(PROVIDED INFORMATION)
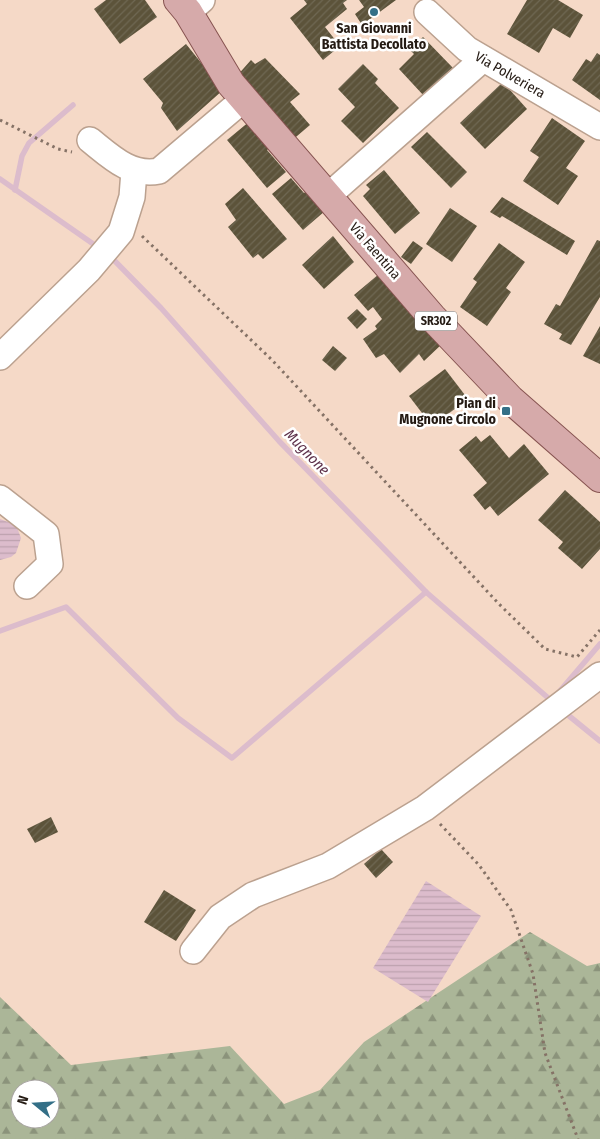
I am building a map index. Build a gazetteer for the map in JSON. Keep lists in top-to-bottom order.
{
  "streets": {
    "main road": ["Via Faentina", "SR302"],
    "street": ["Via Polveriera"]
  },
  "water": ["Mugnone"],
  "places": {
    "other": ["San Giovanni Battista Decollato"],
    "transit": ["Pian di Mugnone Circolo"]
  },
  "north": "left"
}
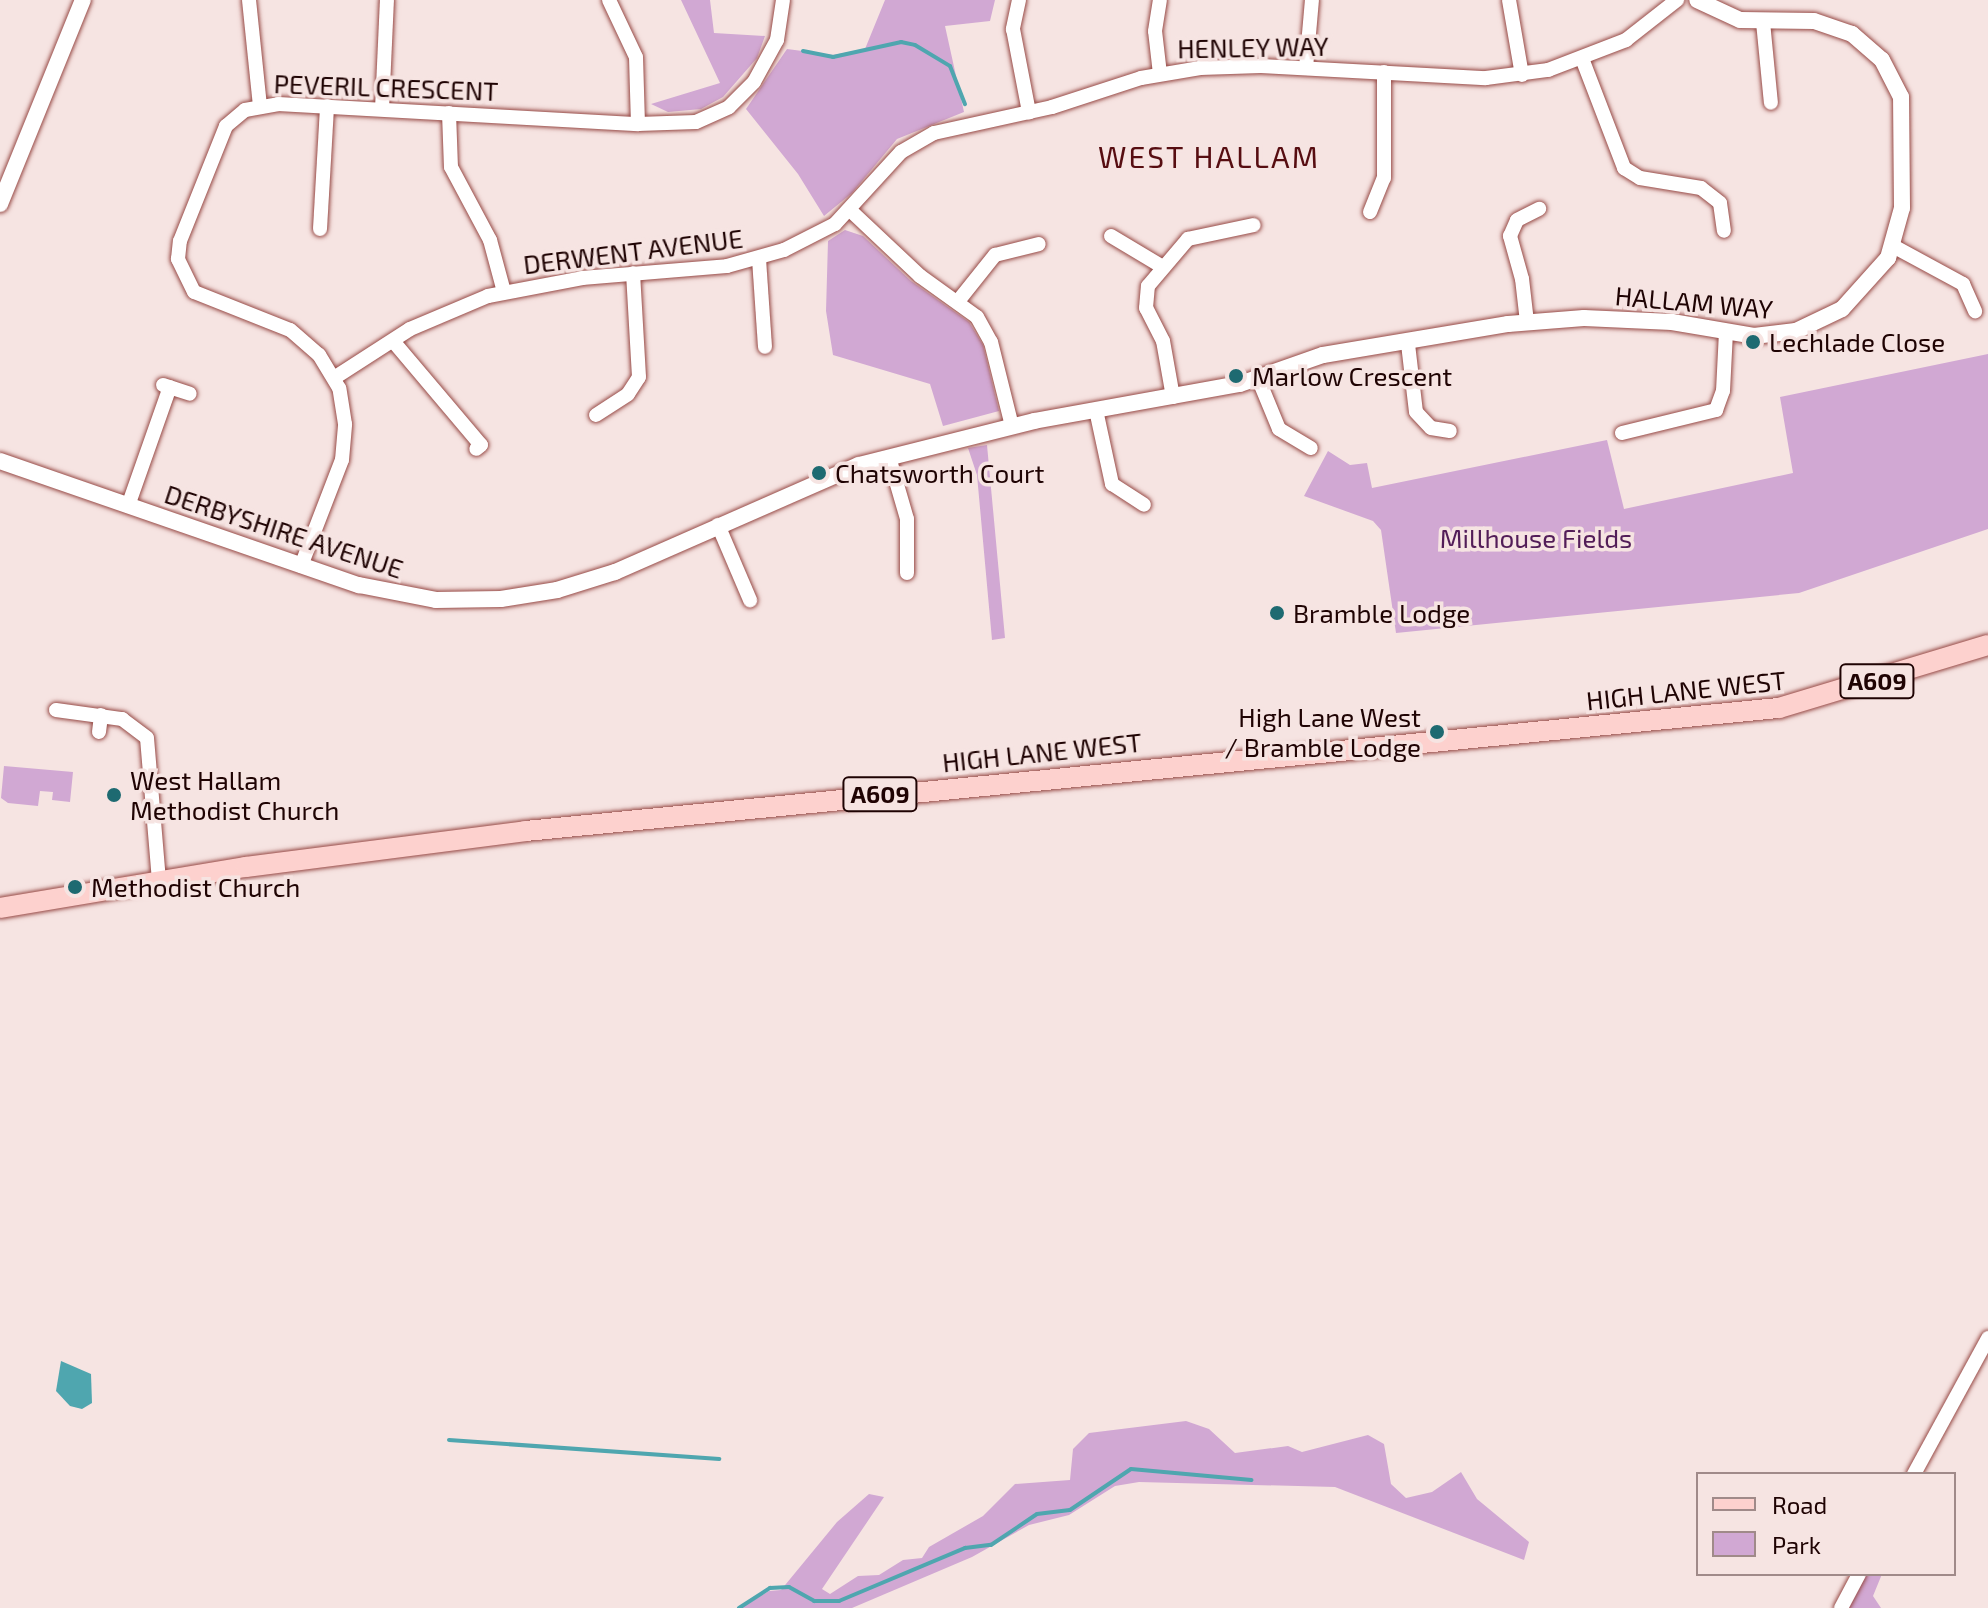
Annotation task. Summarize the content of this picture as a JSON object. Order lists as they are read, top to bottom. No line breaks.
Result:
{"streets":{"main road":["A609","HIGH LANE WEST"],"street":["HENLEY WAY","PEVERIL CRESCENT","DERWENT AVENUE","HALLAM WAY","DERBYSHIRE AVENUE"]},"crossings":[["HENLEY WAY","DERWENT AVENUE"],["PEVERIL CRESCENT","DERWENT AVENUE"],["PEVERIL CRESCENT","DERBYSHIRE AVENUE"],["HALLAM WAY","DERBYSHIRE AVENUE"]],"districts":["WEST HALLAM"],"parks":["Millhouse Fields"],"places":["Lechlade Close","Marlow Crescent","Chatsworth Court","Bramble Lodge","High Lane West / Bramble Lodge","West Hallam Methodist Church","Methodist Church"],"legend":["Road","Park"]}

(THE PROBLEM) Repeat the material above word for word but skip the images.

(THE COMPLETED TASK)
I am building a map index. Build a gazetteer for the map in JSON. Keep lists in top-to-bottom order.
{
  "streets": {
    "main road": ["Via Faentina", "SR302"],
    "street": ["Via Polveriera"]
  },
  "water": ["Mugnone"],
  "places": {
    "other": ["San Giovanni Battista Decollato"],
    "transit": ["Pian di Mugnone Circolo"]
  },
  "north": "left"
}
Annotation task. Summarize the content of this picture as a JSON object. Order lists as they are read, top to bottom. No line breaks.
Result:
{"streets":{"main road":["A609","HIGH LANE WEST"],"street":["HENLEY WAY","PEVERIL CRESCENT","DERWENT AVENUE","HALLAM WAY","DERBYSHIRE AVENUE"]},"crossings":[["HENLEY WAY","DERWENT AVENUE"],["PEVERIL CRESCENT","DERWENT AVENUE"],["PEVERIL CRESCENT","DERBYSHIRE AVENUE"],["HALLAM WAY","DERBYSHIRE AVENUE"]],"districts":["WEST HALLAM"],"parks":["Millhouse Fields"],"places":["Lechlade Close","Marlow Crescent","Chatsworth Court","Bramble Lodge","High Lane West / Bramble Lodge","West Hallam Methodist Church","Methodist Church"],"legend":["Road","Park"]}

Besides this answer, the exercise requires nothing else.